Your objective: For the entries below, state how many lines contain the string "compass". Add nothing else.

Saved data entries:
────────────────

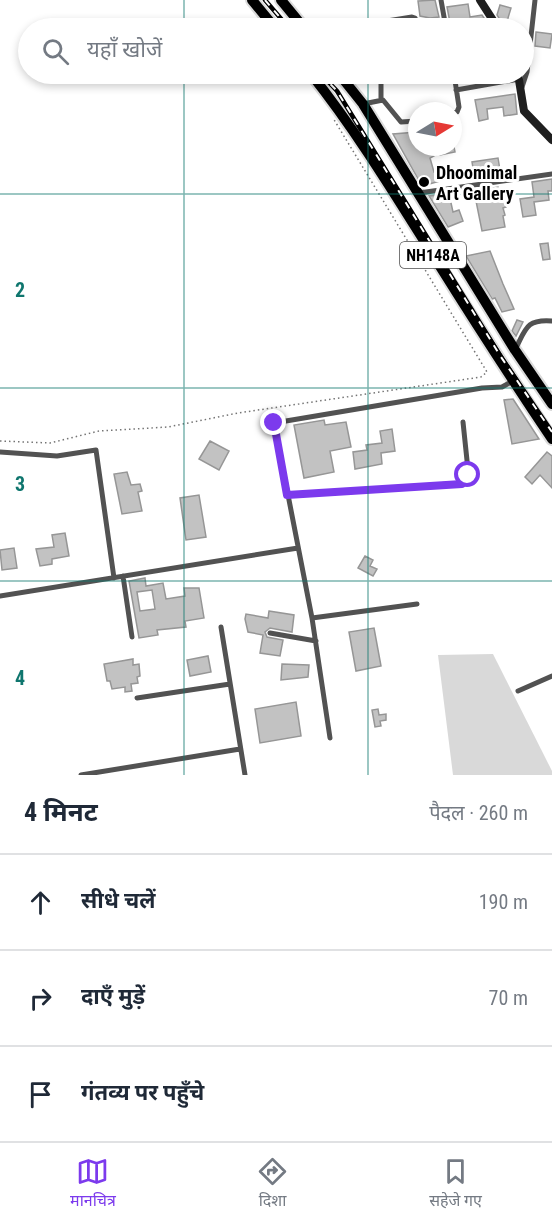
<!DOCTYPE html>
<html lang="hi">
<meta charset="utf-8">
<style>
:root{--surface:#fff;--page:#f6f6f7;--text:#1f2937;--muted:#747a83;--line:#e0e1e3;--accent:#7c3aed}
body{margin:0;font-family:"Roboto Condensed","Noto Sans Devanagari",sans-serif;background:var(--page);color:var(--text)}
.compass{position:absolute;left:408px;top:102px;width:54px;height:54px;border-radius:50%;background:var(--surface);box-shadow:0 3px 9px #0003;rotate:80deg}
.stop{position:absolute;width:18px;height:18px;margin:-14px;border:4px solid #7c3aed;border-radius:50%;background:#fff}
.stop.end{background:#7c3aed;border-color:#fff;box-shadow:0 2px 6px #0008}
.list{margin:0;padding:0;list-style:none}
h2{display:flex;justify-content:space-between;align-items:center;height:78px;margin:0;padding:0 24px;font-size:26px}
h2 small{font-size:20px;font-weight:400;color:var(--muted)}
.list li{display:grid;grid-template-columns:39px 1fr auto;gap:18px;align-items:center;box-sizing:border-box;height:96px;padding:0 24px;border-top:2px solid var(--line)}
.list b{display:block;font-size:22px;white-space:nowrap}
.list em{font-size:20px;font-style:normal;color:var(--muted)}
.icon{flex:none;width:33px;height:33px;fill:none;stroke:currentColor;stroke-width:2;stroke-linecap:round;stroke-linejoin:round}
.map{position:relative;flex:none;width:552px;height:775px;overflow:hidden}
.search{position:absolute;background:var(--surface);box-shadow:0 3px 9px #0003;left:18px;right:18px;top:18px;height:66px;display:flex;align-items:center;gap:15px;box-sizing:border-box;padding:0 21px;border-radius:33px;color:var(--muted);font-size:22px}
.sheet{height:366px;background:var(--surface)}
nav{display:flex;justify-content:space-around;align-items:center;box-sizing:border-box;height:84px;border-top:2px solid var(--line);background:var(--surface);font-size:16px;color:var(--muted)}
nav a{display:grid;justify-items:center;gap:3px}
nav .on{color:var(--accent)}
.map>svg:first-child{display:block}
.green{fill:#d9d9d9}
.building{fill:#c2c2c2;stroke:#969696;stroke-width:1.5;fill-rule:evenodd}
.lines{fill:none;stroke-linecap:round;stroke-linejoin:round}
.highway-casing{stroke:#dbdbdb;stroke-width:14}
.path{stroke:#747474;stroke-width:1.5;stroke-dasharray:1.5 3;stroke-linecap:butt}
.street{stroke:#525252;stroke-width:5}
.secondary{stroke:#1f1f1f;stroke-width:8}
.highway{stroke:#000;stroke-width:10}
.rail-casing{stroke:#000;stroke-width:4.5}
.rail{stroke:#fff;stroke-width:2;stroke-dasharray:7;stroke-linecap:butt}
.route{stroke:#7c3aed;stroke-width:8}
.grid{fill:none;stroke:#0f766e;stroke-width:1.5;stroke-opacity:0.55}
.poi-dot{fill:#000;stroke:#fff;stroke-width:2}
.labels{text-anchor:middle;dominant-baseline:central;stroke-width:6;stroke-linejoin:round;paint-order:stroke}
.shield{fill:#fff;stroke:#4c4c4c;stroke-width:1.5}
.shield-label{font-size:16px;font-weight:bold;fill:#000}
.poi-label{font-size:18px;font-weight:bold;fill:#000;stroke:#fff;text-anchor:start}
.grid-label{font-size:20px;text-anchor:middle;font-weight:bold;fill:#0f766e;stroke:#fff;stroke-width:6;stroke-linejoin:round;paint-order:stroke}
</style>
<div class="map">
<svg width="552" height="775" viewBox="0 0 552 775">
<rect width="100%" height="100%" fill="#fff"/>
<path class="green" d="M493,654l59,117v4h-99l-15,-120z"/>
<path class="building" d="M435,0l4,17 -9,1 -10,-2 -2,-15z
M468,4l2,13 12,-2 9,13h-40l-4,-21z
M500,5l11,3 -6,20 -8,-13z
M536,32l16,2 -2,14 -15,-2z
M408,74h34v2l-32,6z
M515,94l2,20 -13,2 -1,-9 -16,2 1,10 -9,2 -4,-21z
M453,120h3l3,16 -6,1z
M417,132v15h37l1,5 -15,3 -1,-2 -9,5 4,14 3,-1 3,10 -18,5 -29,-52z
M498,158l3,18 -26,4 -3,-18z
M552,179v12h-4l1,9 -15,2 2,13 -13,2 -3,-18 14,-2 -2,-15z
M498,187l3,14 4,-1 1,7 -3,1 2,7 -2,1 2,11 -23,4 -8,-40z
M449,194l4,18 6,-2 4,11 -15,6 -19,-31z
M548,243l2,16 -7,1 -3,-16z
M490,251l13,33 11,25 -12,3 -7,-14 -3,1 -26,-43z
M517,320l6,2 -7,14 -4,-5z
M513,399l26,40 -27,5 -8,-44z
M324,420l1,5 21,-3 5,25 -21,4 4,21 -30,6 -10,-53z
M392,429l3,22 -14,2 1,11 -27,5 -2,-17 14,-2 -1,-5 16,-2 -2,-12z
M210,441l19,10 -10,19 -20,-11z
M547,452l5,4v32l-12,-13 -8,9 -7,-7z
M127,472l4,13 9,-1 2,7 -4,1 4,19 -20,3 -8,-40z
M199,495l7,42 -20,3 -6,-42z
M65,533l4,23 -17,3v5l-12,2 -4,-17 18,-2 -2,-12z
M14,548l3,20 -15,2 -2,-20z
M365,556l8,4 -3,6 7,3 -4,7 -15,-8z
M145,578l1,8 17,-3 3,16 19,-3 -1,-8h15l5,30 -19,3 1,6 -29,3 1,5 -19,3 -10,-57zM152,590l3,19 -15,2 -3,-19z
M269,611l25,4 -2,17 -22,-4 -5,4 2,5 16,3 -3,16 -20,-3 3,-18 -15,-3 -3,-13 1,-5 22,4z
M374,628l7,38 -25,5 -7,-39z
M208,656l3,16 -21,4 -3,-16z
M133,659v6l6,-1 1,12 -3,1 1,6 -7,1 1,7 -7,1v-5l-13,2 -2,-8h-3l-3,-17z
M282,664l27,1 -1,12 -27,3z
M296,702l5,34 -41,7 -5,-34z
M378,709l1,6 7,-1v6l-6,1 1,5 -6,1 -3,-17z"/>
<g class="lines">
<defs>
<path id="highway" d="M252,0l23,28
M281,0l23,28
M311,74c47,59 86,124 127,189 37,59 75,118 114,176
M339,74l24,30 152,246 37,54"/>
</defs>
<use href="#highway" class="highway-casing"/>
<path class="path" d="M0,441l50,2 49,-12 69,-4 70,-14 243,-36 6,-5 -154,-254"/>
<path class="street" d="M441,0l5,28
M381,28l1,-4 5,-3 25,-4 3,1 4,10 26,-5
M381,74v25
M522,87l5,-15 8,-72
M456,90l63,-11
M363,104l20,-4 18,22 16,-1
M453,113l4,-1 2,-5 -5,-33
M419,193l133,-19
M516,348c10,-20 11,-29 36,-27
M0,452l57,4 39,-6 18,128
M287,495l177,-12 4,-13 -5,-48
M123,576l9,61
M0,596l298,-48
M312,618l105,-14
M221,627l24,148
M270,633l46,8
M518,691l34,-15
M137,698l93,-14
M330,738l-18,-120 -38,-195 208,-35 20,-1 11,-6
M81,775l159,-26"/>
<path class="secondary" d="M480,0l18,28
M518,74l6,37 28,29"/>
<use href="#highway" class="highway"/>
<defs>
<path id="rail" d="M265,0l24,28
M321,74l16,17 164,266 51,75"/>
</defs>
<use href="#rail" class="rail-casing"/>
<use href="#rail" class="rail"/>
</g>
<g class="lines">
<path class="route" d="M274,423l13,72 175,-11 6,-9"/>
</g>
<path class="grid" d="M184,0v28M368,0v28M184,74v701M368,74v701M0,194h552M0,388h552M0,581h552"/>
<circle class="poi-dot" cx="424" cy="182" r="6"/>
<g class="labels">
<rect class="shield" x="400" y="242" width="66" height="26" rx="4.5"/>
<g class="shield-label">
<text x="433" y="255">NH148A</text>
</g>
<g class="poi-label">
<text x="436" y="172">Dhoomimal<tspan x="436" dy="21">Art Gallery</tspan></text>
</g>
</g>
<g class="grid-label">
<text x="20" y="297">2</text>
<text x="20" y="491">3</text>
<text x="20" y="685">4</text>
</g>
</svg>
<svg class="compass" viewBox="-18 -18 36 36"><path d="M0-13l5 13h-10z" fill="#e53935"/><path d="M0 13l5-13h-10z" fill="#747a83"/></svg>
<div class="stop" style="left:468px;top:475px"></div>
<div class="stop end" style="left:274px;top:423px"></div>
<div class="search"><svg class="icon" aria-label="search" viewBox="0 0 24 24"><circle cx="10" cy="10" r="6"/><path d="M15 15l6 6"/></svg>यहाँ खोजें</div>
</div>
<section class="sheet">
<h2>4 मिनट<small>पैदल · 260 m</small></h2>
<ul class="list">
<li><svg class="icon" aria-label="ahead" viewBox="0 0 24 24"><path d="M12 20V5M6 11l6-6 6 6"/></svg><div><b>सीधे चलें</b></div><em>190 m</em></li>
<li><svg class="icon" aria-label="right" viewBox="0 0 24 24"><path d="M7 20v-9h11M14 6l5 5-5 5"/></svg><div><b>दाएँ मुड़ें</b></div><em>70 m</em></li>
<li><svg class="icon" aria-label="arrive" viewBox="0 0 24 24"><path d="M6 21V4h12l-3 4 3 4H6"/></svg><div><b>गंतव्य पर पहुँचे</b></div></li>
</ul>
</section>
<nav>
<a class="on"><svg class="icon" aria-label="map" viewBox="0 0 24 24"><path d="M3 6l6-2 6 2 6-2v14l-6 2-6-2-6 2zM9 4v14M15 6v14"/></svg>मानचित्र</a>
<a><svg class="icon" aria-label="directions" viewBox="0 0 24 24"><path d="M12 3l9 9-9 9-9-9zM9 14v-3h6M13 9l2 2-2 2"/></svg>दिशा</a>
<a><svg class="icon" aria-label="saved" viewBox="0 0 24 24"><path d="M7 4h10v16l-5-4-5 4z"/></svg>सहेजे गए</a>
</nav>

────────────────

Answer to this task: 2